==== Records supplied

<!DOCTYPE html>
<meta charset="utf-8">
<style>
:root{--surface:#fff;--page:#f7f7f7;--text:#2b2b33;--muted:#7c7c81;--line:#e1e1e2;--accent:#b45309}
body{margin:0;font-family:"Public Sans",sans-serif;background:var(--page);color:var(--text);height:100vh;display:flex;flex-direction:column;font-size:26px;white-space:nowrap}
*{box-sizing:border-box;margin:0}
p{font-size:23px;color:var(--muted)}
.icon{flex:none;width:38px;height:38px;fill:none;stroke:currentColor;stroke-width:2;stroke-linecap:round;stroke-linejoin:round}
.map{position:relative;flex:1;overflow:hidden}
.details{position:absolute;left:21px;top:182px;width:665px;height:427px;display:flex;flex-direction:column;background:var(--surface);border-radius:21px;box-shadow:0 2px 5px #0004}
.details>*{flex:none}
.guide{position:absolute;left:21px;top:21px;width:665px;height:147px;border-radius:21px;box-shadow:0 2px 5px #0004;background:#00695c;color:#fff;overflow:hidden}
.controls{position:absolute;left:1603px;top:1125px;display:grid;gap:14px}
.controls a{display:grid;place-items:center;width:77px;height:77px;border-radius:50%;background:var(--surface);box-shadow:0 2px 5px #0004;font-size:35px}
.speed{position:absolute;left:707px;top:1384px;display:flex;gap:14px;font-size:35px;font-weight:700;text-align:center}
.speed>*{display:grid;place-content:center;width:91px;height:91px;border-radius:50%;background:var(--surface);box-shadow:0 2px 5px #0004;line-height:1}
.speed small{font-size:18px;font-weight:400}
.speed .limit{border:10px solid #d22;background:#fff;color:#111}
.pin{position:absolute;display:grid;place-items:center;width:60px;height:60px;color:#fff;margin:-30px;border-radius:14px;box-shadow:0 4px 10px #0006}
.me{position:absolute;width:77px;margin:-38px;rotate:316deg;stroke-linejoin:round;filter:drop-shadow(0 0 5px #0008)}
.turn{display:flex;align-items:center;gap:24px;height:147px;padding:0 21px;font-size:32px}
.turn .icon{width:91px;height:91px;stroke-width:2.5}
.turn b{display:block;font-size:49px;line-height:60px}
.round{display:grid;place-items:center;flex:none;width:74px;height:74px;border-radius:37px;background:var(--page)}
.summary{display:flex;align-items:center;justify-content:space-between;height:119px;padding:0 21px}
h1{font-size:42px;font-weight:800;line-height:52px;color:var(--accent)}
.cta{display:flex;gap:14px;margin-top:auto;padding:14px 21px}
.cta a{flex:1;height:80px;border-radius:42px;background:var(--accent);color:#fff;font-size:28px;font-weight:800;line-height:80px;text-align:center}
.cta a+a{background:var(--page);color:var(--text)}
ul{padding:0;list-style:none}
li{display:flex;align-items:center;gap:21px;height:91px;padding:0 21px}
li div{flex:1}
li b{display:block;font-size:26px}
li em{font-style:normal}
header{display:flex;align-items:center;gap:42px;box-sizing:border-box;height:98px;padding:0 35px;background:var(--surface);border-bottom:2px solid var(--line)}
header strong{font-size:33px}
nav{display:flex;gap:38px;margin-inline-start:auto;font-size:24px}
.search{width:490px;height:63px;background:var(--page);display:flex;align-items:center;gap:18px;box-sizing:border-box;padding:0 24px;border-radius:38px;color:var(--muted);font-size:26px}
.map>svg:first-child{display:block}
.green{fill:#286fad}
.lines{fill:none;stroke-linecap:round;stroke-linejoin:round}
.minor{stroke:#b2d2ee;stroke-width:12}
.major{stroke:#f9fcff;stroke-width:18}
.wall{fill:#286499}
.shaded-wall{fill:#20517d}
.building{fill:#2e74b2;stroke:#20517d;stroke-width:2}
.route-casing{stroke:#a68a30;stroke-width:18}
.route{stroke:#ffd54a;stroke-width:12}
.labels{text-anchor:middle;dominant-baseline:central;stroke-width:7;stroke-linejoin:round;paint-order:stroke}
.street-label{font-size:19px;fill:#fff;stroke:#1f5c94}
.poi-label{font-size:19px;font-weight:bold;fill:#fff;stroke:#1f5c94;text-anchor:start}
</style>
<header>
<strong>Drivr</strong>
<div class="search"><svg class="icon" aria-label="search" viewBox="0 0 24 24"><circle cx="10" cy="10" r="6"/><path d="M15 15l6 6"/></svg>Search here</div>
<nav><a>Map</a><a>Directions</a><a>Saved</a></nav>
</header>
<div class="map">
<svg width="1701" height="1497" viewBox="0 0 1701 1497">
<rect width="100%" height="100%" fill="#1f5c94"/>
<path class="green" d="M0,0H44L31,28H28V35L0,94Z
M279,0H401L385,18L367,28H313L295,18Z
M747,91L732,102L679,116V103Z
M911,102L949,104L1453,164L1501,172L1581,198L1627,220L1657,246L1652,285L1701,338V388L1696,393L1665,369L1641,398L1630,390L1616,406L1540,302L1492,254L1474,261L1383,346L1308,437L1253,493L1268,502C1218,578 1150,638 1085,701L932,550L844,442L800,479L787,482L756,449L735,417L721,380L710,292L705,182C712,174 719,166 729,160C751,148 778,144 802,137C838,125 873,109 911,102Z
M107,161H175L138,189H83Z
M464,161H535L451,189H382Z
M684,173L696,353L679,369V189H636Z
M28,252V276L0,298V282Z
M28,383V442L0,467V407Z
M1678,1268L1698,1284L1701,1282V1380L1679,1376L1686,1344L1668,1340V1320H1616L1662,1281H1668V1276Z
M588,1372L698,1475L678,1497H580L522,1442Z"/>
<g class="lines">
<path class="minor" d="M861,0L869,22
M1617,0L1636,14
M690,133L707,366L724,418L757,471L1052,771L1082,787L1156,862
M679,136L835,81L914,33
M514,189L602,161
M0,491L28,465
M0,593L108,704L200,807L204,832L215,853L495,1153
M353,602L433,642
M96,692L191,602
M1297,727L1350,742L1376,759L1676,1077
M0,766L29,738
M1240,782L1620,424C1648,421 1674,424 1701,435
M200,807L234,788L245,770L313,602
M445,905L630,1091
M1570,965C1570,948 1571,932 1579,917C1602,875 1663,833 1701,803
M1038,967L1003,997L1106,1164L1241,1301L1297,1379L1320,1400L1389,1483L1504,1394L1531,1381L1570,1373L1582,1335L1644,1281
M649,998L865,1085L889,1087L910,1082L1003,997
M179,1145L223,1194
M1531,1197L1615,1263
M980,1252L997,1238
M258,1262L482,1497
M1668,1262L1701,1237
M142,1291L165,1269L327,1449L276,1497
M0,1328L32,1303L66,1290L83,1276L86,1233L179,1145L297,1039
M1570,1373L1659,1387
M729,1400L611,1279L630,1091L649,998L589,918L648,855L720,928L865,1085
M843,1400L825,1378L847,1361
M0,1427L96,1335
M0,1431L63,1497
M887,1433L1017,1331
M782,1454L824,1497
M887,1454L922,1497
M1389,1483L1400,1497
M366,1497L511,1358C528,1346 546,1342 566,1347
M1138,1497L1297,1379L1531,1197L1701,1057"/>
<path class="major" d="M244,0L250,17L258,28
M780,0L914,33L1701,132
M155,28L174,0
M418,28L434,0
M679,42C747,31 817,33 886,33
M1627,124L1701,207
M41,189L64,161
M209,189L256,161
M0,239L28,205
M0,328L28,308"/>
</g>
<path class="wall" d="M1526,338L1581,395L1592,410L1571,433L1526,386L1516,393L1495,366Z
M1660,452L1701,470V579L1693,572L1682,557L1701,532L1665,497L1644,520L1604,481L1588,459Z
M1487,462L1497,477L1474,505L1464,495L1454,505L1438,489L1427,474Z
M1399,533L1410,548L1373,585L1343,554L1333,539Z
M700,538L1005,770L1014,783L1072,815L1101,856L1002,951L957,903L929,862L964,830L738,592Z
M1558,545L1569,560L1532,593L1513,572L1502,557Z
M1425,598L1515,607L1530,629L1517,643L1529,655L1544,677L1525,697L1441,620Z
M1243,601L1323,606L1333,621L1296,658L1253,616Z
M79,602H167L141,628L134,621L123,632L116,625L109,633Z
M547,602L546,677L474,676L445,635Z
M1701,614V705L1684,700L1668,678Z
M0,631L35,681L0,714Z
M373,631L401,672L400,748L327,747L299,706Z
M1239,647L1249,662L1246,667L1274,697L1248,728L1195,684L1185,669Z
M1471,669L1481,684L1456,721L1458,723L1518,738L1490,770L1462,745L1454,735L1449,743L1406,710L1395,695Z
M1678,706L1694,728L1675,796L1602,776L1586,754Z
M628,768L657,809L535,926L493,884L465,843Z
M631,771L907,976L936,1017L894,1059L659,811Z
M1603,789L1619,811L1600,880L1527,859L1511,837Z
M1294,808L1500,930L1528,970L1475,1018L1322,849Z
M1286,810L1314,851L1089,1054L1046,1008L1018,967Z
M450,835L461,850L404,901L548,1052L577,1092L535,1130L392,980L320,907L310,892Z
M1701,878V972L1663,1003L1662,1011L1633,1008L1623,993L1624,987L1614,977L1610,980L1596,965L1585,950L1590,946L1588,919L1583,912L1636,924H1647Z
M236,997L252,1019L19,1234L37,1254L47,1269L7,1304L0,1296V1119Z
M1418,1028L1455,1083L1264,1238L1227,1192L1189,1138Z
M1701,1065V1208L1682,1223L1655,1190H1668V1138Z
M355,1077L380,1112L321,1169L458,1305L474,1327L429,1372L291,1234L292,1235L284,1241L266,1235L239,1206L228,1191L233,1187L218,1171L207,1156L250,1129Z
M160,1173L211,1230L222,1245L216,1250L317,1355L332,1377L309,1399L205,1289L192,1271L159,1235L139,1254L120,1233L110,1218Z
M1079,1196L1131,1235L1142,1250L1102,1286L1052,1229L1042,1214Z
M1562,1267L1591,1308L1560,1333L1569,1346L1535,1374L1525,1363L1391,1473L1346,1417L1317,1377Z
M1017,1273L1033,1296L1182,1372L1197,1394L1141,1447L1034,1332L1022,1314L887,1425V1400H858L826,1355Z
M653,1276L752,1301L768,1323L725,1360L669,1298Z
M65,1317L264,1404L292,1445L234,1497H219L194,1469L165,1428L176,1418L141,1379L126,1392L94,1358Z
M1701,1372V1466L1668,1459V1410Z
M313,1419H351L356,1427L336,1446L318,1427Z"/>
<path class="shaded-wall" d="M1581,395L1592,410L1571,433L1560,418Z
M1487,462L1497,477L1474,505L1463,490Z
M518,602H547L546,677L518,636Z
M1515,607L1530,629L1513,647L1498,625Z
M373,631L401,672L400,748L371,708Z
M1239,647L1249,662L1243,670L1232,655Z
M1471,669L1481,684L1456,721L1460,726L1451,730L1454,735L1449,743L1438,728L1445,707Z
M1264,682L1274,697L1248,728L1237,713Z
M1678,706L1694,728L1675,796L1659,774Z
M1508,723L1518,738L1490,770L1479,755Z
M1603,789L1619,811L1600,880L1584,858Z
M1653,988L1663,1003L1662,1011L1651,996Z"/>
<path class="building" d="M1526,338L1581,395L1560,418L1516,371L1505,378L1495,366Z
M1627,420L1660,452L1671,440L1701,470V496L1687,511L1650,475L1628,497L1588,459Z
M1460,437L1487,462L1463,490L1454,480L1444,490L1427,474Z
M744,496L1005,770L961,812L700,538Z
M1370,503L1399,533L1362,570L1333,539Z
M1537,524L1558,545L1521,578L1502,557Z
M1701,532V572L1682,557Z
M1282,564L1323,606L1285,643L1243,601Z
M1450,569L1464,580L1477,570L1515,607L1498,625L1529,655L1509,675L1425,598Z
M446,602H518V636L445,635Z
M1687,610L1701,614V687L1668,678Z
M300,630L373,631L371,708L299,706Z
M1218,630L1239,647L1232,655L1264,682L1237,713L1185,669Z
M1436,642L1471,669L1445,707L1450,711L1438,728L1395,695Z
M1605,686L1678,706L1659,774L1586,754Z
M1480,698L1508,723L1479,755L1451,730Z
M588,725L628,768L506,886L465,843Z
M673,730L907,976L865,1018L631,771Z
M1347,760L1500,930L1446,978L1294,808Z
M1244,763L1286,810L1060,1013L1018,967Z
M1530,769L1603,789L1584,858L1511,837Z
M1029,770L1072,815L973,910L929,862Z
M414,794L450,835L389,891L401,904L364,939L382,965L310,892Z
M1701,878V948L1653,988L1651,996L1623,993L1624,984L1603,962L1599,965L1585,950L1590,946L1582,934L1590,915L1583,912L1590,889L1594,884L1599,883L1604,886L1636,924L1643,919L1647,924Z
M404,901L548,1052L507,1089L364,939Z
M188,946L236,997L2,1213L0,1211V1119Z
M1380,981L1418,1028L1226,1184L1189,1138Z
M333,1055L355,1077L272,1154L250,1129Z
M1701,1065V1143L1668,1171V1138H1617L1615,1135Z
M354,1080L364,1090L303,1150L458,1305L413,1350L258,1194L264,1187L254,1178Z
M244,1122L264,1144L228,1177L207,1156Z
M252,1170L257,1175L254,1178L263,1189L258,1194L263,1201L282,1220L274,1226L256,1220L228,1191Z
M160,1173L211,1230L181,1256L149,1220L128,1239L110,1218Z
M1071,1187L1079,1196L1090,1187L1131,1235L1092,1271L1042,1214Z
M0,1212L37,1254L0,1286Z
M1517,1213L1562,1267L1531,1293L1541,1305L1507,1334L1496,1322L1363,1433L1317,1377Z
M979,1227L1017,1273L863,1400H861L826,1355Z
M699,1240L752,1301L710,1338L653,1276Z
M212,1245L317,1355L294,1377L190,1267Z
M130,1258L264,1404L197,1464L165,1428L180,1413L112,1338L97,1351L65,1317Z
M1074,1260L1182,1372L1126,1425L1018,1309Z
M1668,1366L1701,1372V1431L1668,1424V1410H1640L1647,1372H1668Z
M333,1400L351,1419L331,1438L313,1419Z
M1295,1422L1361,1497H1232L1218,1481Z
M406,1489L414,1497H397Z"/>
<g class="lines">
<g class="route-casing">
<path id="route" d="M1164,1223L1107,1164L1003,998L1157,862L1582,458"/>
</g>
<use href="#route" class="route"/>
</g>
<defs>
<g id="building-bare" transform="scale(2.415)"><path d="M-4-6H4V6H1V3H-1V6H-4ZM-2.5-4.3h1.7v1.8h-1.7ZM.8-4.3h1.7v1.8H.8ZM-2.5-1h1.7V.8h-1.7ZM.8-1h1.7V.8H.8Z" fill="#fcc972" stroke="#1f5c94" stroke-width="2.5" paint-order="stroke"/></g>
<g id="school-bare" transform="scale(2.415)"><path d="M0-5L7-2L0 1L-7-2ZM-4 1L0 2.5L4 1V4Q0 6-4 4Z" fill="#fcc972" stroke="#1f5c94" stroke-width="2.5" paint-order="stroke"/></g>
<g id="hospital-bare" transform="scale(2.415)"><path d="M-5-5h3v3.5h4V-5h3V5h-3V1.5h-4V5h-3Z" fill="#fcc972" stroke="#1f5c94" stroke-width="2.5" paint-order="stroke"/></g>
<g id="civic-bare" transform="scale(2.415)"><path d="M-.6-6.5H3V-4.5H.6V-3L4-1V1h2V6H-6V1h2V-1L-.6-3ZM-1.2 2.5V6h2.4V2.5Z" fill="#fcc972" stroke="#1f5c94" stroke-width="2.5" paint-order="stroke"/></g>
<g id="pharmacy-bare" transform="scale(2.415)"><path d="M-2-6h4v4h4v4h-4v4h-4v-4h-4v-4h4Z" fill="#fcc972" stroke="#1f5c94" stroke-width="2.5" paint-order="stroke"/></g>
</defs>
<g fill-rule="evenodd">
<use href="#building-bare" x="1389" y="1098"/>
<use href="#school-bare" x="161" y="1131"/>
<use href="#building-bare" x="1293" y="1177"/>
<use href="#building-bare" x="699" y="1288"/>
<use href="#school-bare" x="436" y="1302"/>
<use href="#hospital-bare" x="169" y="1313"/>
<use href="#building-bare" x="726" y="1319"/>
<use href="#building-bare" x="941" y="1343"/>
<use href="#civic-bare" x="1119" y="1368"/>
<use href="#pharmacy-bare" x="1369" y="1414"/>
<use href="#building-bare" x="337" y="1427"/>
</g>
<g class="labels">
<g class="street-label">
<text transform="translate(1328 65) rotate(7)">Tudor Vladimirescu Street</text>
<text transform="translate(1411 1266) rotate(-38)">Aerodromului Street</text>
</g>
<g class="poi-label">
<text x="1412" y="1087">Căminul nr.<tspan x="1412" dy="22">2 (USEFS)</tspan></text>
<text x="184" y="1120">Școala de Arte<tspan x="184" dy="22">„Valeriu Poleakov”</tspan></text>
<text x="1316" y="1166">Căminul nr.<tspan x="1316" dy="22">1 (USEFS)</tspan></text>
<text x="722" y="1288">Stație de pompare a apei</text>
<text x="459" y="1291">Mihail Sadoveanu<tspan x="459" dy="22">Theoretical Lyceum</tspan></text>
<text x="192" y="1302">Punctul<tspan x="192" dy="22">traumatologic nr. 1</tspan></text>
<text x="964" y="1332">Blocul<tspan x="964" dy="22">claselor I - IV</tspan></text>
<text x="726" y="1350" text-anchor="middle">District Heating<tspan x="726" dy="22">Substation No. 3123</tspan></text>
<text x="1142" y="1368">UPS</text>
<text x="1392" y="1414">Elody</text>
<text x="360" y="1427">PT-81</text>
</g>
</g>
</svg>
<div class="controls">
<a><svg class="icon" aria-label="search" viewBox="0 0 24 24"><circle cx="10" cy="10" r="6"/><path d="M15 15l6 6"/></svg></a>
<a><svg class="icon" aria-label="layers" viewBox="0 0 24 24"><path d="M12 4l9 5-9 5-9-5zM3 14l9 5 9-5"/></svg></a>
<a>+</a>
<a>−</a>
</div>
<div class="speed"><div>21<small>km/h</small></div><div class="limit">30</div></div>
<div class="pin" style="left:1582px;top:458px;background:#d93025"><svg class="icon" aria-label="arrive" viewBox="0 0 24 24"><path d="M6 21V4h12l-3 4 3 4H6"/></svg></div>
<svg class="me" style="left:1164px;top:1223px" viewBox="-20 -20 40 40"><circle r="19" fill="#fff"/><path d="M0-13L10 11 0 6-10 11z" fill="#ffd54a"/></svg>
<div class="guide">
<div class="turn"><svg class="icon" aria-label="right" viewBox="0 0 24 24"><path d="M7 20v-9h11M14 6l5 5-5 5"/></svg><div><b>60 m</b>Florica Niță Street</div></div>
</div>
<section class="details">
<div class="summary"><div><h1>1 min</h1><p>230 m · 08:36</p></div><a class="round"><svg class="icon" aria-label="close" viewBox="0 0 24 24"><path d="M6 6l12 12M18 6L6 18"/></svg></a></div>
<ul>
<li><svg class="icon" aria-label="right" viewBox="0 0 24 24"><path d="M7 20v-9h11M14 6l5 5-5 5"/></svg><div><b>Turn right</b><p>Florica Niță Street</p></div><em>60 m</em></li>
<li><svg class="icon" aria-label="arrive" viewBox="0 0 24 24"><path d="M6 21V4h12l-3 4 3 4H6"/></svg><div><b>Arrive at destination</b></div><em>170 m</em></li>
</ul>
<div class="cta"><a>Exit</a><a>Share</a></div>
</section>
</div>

========

> **Work instructions**:
Given the data above, which lines hold the string "limit"? Return them.

> **Output of the exercise**:
.speed .limit{border:10px solid #d22;background:#fff;color:#111}
<div class="speed"><div>21<small>km/h</small></div><div class="limit">30</div></div>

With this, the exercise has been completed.